§ **Recorded information**:
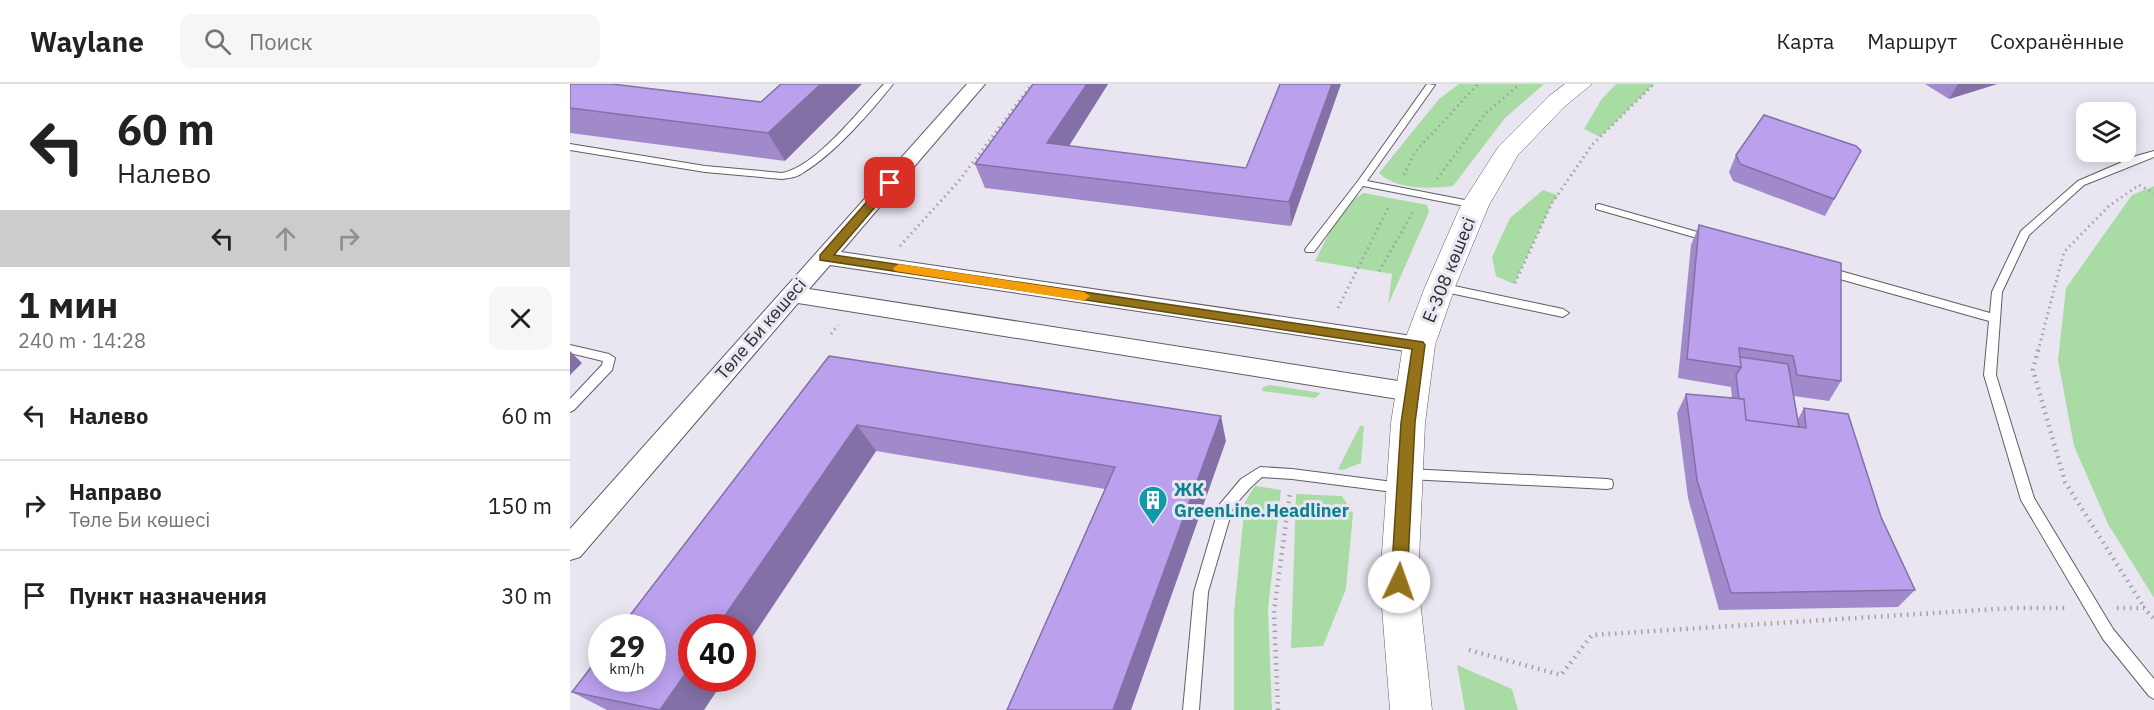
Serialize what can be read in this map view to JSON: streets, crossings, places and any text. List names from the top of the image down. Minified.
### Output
{"streets":{"street":["Е-308 көшесі","Төле Би көшесі"]},"places":{"building":["ЖК GreenLine.Headliner"]},"page":{"header":"Waylane","search":"Поиск","nav":["Карта","Маршрут","Сохранённые"],"turn":["60 m","Налево"],"heading":["1 мин","240 m · 14:28"],"list":[{"name":"Налево","value":"60 m"},{"name":"Направо","note":"Төле Би көшесі","value":"150 m"},{"name":"Пункт назначения","value":"30 m"}],"speed":"29 km/h","limit":"40"}}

§ **Exercise**: Transcribe the lines above exactly, setting aside any picture among them.

§ **Output below**:
Serialize what can be read in this map view to JSON: streets, crossings, places and any text. List names from the top of the image down. Minified.
### Output
{"streets":{"street":["Е-308 көшесі","Төле Би көшесі"]},"places":{"building":["ЖК GreenLine.Headliner"]},"page":{"header":"Waylane","search":"Поиск","nav":["Карта","Маршрут","Сохранённые"],"turn":["60 m","Налево"],"heading":["1 мин","240 m · 14:28"],"list":[{"name":"Налево","value":"60 m"},{"name":"Направо","note":"Төле Би көшесі","value":"150 m"},{"name":"Пункт назначения","value":"30 m"}],"speed":"29 km/h","limit":"40"}}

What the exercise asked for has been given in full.